He who has been twice married after baptism, or who has had a concubine, cannot become a bishop, presbyter, or deacon, or any other of the sacerdotal list.

Canon XVIII.
He who married a widow, or a divorced woman, or an harlot, or a servant-maid, or an actress, cannot be a bishop, presbyter, or deacon, or any other of the sacerdotal list.

Canon XIX.
He who has married two sisters, or a niece, cannot become a clergyman.

Canon XX.
If a clergyman becomes surety for any one, let him be deposed.

Canon XXI.
A eunuch, if he has been made so by the violence of men or [if his virilia have been amputated] in times of persecution, or if he has been born so, if in other respects he is worthy, may be made a bishop.

Canon XXII.
He who has mutilated himself, cannot become a clergyman, for he is a self-murderer, and an enemy to the workmanship of God.

Canon XXIII.
If any man being a clergyman shall mutilate himself, let him be deposed, for he is a self-murderer.

Canon XXIV.
If a layman mutilate himself, let him be excommunicated for three years, as practising against his own life.

Canon XXV. (XXV. And XXVI.)
If a bishop, presbyter, or deacon be found guilty of fornication, perjury, or theft, let him be deposed, but let him not be excommunicated; for the Scripture says, "thou shall not punish a man twice for the same offence." In like manner the other clergy shall be subject to the same proceeding.

Canon XXVI. (XXVII.)
Of those who have been admitted to the clergy unmarried, we ordain, that the readers and singers only may, if they will, marry.

If a bishop, presbyter, or deacon shall strike any of the faithful who have sinned, or of the unbelievers who have done wrong, with the intention of frightening them, we command that he be deposed. For our Lord has by no means taught us to do so, but, on the contrary, when he was smitten he smote not again, when he was reviled he reviled not again, when he suffered he threatened not.

If any bishop, presbyter, or deacon, having been justly deposed upon open accusations, shall dare to meddle with any of the divine offices which had been intrusted to him, let him be altogether cut off from the Church.

Canon XXIX. (XXX.)
If any bishop, presbyter, or deacon, shall obtain possession of that dignity by money, let both him and the person who ordained him be deposed, and also altogether cut off from all communion, as Simon Magus was by me Peter.

Canon XXX. (XXXI.)
If any bishop obtain possession of a church by the aid of the temporal powers, let him be deposed and excommunicated, and all who communicate with him.

Canon XXXI. (XXXII.)
If any presbyter, despising his own bishop, shall collect a separate congregation, and erect another altar, not having any grounds for condemning the bishop with regard to religion or justice, let him be deposed for his ambition; for he is a tyrant; in like manner also the rest of the clergy, and as many as join him; and let laymen be excommunicated. Let this, however, be done after a first, second, and third admonition from the bishop.

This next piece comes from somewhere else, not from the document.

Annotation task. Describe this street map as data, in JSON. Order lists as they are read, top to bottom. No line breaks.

If any presbyter or deacon has been excommunicated by a bishop, he may not be received into communion again by any other than by him who excommunicated him, unless it happen that the bishop who excommunicated him be dead.

No foreign bishop, presbyter, or deacon, may be received without commendatory letters; and when they are produced let the persons be examined; and if they be preachers of godliness, let them be received. Otherwise, although you supply them with what they need, you must not receive them into communion, for many things are done surreptitiously.

Canon XXXIV. (XXXV.)
The bishops of every nation must acknowledge him who is first among them and account him as their head, and do nothing of consequence without his consent; but each may do those things only which concern his own parish, and the country places which belong to it. But neither let him (who is the first) do anything without the consent of all; for so there will be unanimity, and God will be glorified through the Lord in the Holy Spirit.

Canon XXXV. (XXXVI.)
Let not a bishop dare to ordain beyond his own limits, in cities and places not subject to him. But if he be convicted of doing so, without the consent of those persons who have authority over such cities and places, let him be deposed, and those also whom he has ordained.

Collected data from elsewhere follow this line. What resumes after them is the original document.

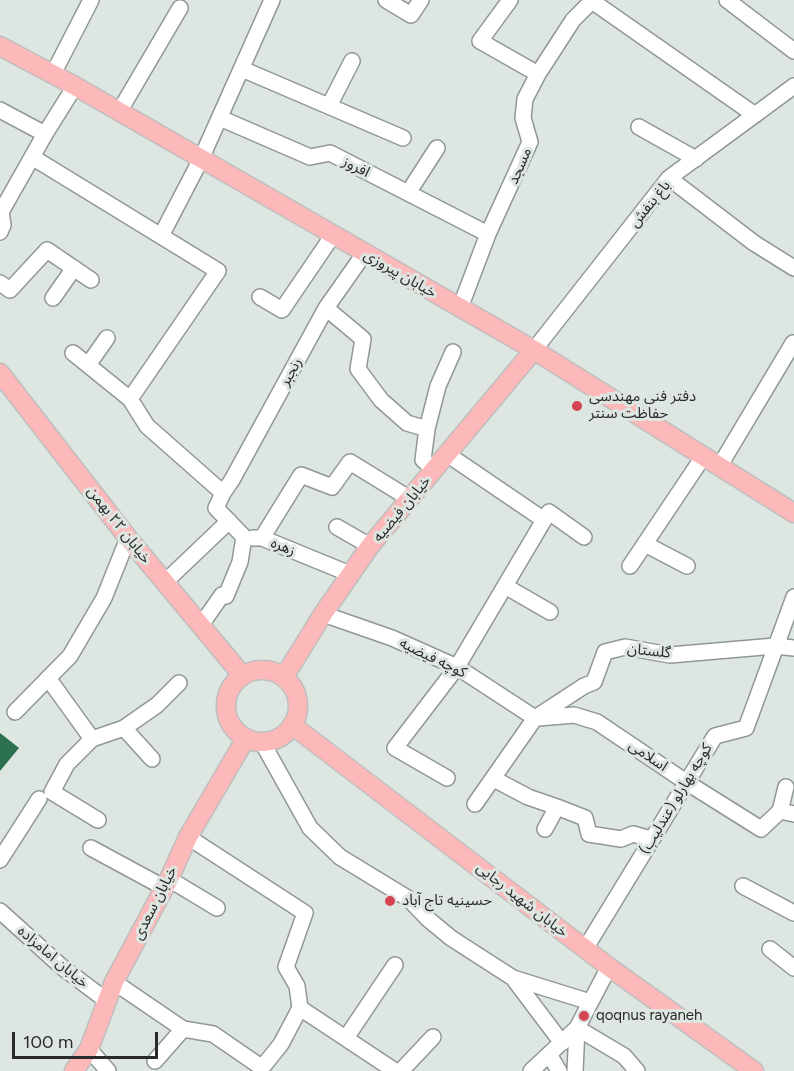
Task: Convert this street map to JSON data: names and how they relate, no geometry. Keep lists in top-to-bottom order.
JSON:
{
  "streets": {
    "main road": [
      "خیابان پیروزی",
      "خیابان فیضیه",
      "خیابان ۲۲ بهمن",
      "خیابان شهید رجایی",
      "خیابان سعدی"
    ],
    "street": [
      "مسجد",
      "افروز",
      "باغ بنفش",
      "رنجبر",
      "زهره",
      "گلستان",
      "کوچه فیضیه",
      "اسلامی",
      "کوچه بهارلو (عندلیب)",
      "خیابان امامزاده"
    ]
  },
  "crossings": [
    ["مسجد", "افروز"],
    ["مسجد", "خیابان پیروزی"],
    ["باغ بنفش", "خیابان پیروزی"],
    ["باغ بنفش", "خیابان فیضیه"],
    ["خیابان پیروزی", "رنجبر"],
    ["خیابان پیروزی", "خیابان فیضیه"],
    ["خیابان فیضیه", "خیابان ۲۲ بهمن"],
    ["خیابان فیضیه", "زهره"],
    ["خیابان فیضیه", "کوچه فیضیه"],
    ["خیابان فیضیه", "خیابان شهید رجایی"],
    ["خیابان فیضیه", "خیابان سعدی"],
    ["خیابان ۲۲ بهمن", "خیابان شهید رجایی"],
    ["خیابان ۲۲ بهمن", "خیابان سعدی"],
    ["گلستان", "کوچه فیضیه"],
    ["گلستان", "اسلامی"],
    ["گلستان", "کوچه بهارلو (عندلیب)"],
    ["کوچه فیضیه", "اسلامی"],
    ["اسلامی", "کوچه بهارلو (عندلیب)"],
    ["کوچه بهارلو (عندلیب)", "خیابان شهید رجایی"],
    ["خیابان شهید رجایی", "خیابان سعدی"],
    ["خیابان سعدی", "خیابان امامزاده"]
  ],
  "places": ["دفتر فنی مهندسی حفاظت سنتر", "حسینیه تاج آباد", "qoqnus rayaneh"],
  "scale_bar": "100 m"
}
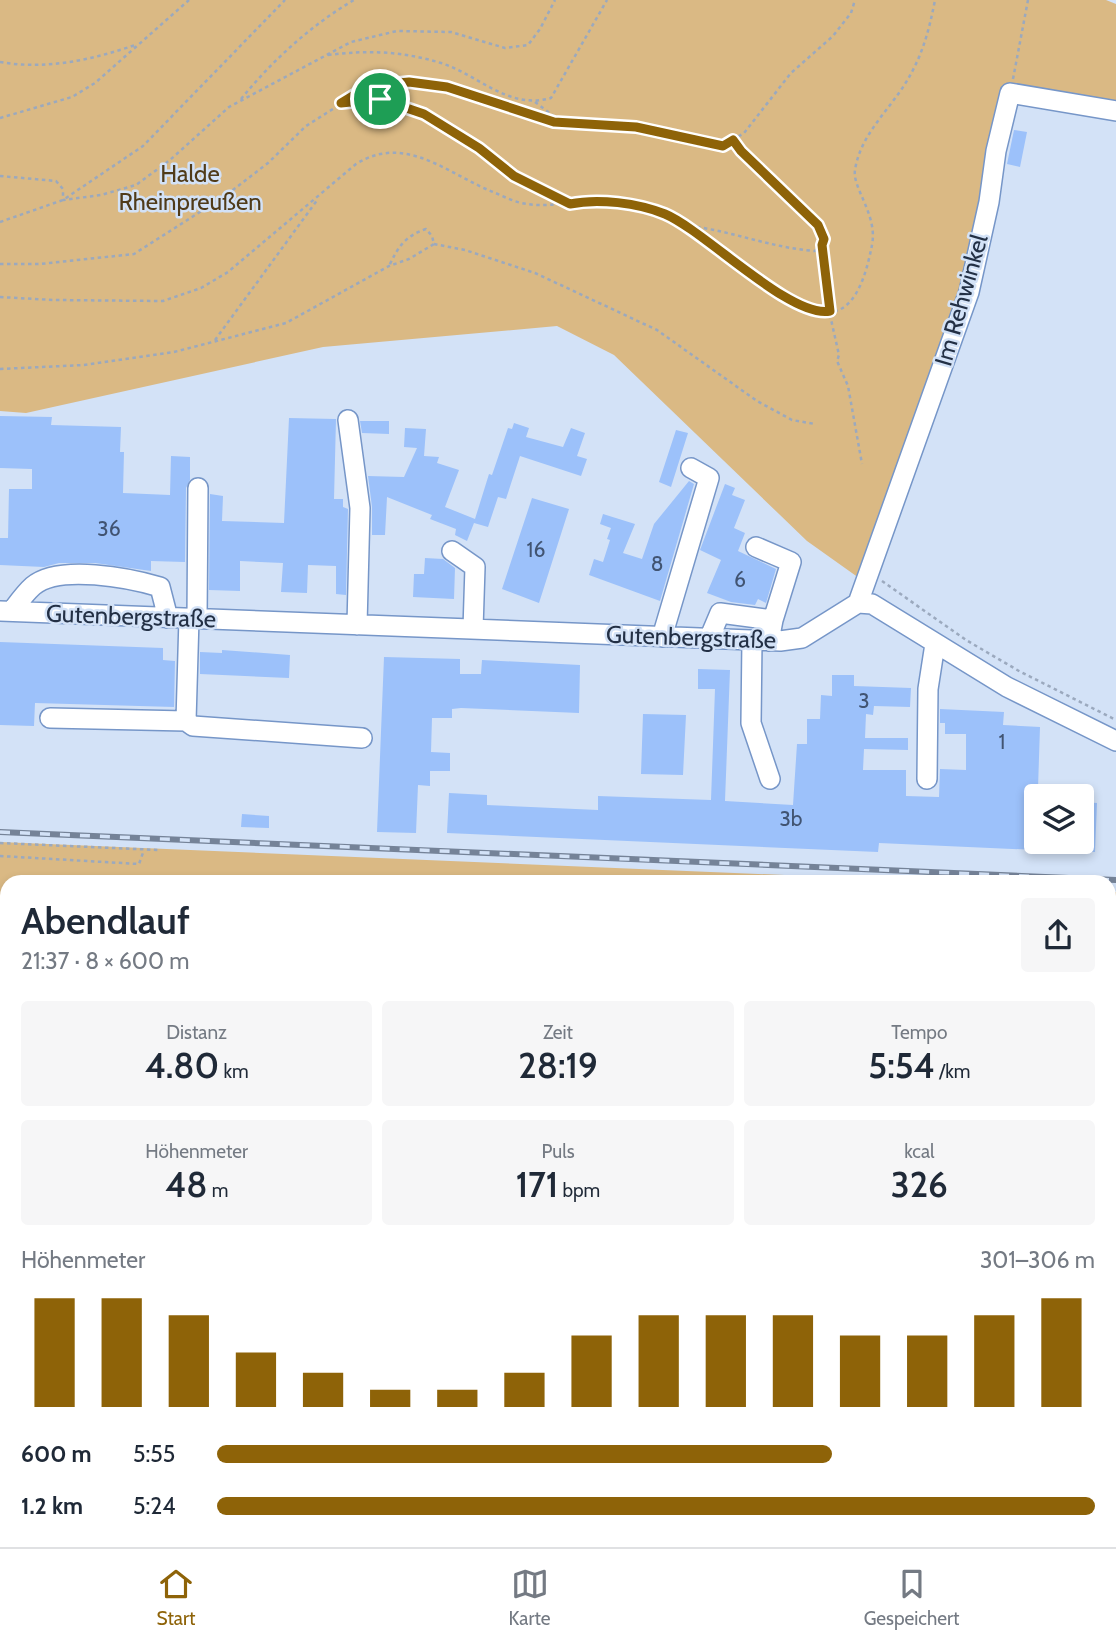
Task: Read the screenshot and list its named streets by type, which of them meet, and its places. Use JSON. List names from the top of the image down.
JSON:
{
  "streets": {
    "street": ["Im Rehwinkel", "Gutenbergstraße"]
  },
  "crossings": [
    ["Im Rehwinkel", "Gutenbergstraße"]
  ],
  "parks": ["Halde Rheinpreußen"],
  "house_numbers": [
    "36",
    "16",
    "8",
    "6",
    "3",
    "1",
    "3b"
  ],
  "page": {
    "heading": ["Abendlauf", "21:37 · 8 × 600 m"],
    "stats": [
      ["Distanz", "4.80 km"],
      ["Zeit", "28:19"],
      ["Tempo", "5:54 /km"],
      ["Höhenmeter", "48 m"],
      ["Puls", "171 bpm"],
      ["kcal", "326"]
    ],
    "chart": ["Höhenmeter", "301–306 m"],
    "list": [
      {
        "name": "600 m",
        "note": "5:55"
      },
      {
        "name": "1.2 km",
        "note": "5:24"
      }
    ],
    "tabs": ["Start", "Karte", "Gespeichert"]
  }
}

If any person, having been ordained bishop, does not undertake the ministry, and the care of the people committed to him, let him be excommunicated until he does undertake it. In like manner a presbyter or deacon· But if he has gone and has not been received, not of his own will but from the perverseness of the people, let him continue bishop; and let the clergy of the city be excommunicated, because they have not corrected the disobedient people.

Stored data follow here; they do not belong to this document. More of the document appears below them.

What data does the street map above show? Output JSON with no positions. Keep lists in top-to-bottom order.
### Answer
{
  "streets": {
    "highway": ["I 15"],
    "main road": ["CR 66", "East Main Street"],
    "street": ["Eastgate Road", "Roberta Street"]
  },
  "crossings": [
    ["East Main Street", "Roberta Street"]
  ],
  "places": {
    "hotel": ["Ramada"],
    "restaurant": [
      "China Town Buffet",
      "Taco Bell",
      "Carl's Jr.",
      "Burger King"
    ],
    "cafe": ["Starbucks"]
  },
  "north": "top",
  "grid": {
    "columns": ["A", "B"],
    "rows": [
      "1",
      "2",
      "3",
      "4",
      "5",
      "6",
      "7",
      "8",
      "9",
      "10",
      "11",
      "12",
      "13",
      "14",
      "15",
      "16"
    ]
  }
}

Let there be a meeting of the bishops twice a year, and let them examine amongst themselves the decrees concerning religion and settle the ecclesiastical controversies which may have occurred. One meeting to be held in the fourth week of Pentecost [i.e., the fourth week after Easter], and the other on the 12th day of the month Hyperberetaeus [i.e., October].

Let the bishop have the care of all the goods of the Church, and let him administer them as under the inspection of God. But he must not alienate any of them or give the things which belong to God to his own relations. If they be poor let him relieve them as poor; but let him not, under that pretence, sell the goods of the Church.

Canon XXXIX. (XL.)
Let not the presbyters or deacons do anything without the sanction of the bishop; for he it is who is intrusted with the people of the Lord, and of whom will be required the account of their souls.

Canon XL. (XL. Continued.)
Let the private goods of the bishop, if he have any such, and those of the Lord, be clearly distinguished, that the bishop may have the power of leaving his own goods, when he dies, to whom he will, and how he will, and that the bishop's own property may not be lost under pretence of its being the property of the Church: for it may be that he has a wife, or children, or relations, or servants; and it is just before God and man, that neither should the Church suffer any loss through ignorance of the bishop's own property, nor the bishop or his relations be injured under pretext of the Church: nor that those who belong to him should be involved in contests, and cast reproaches upon his death.

Canon XLI.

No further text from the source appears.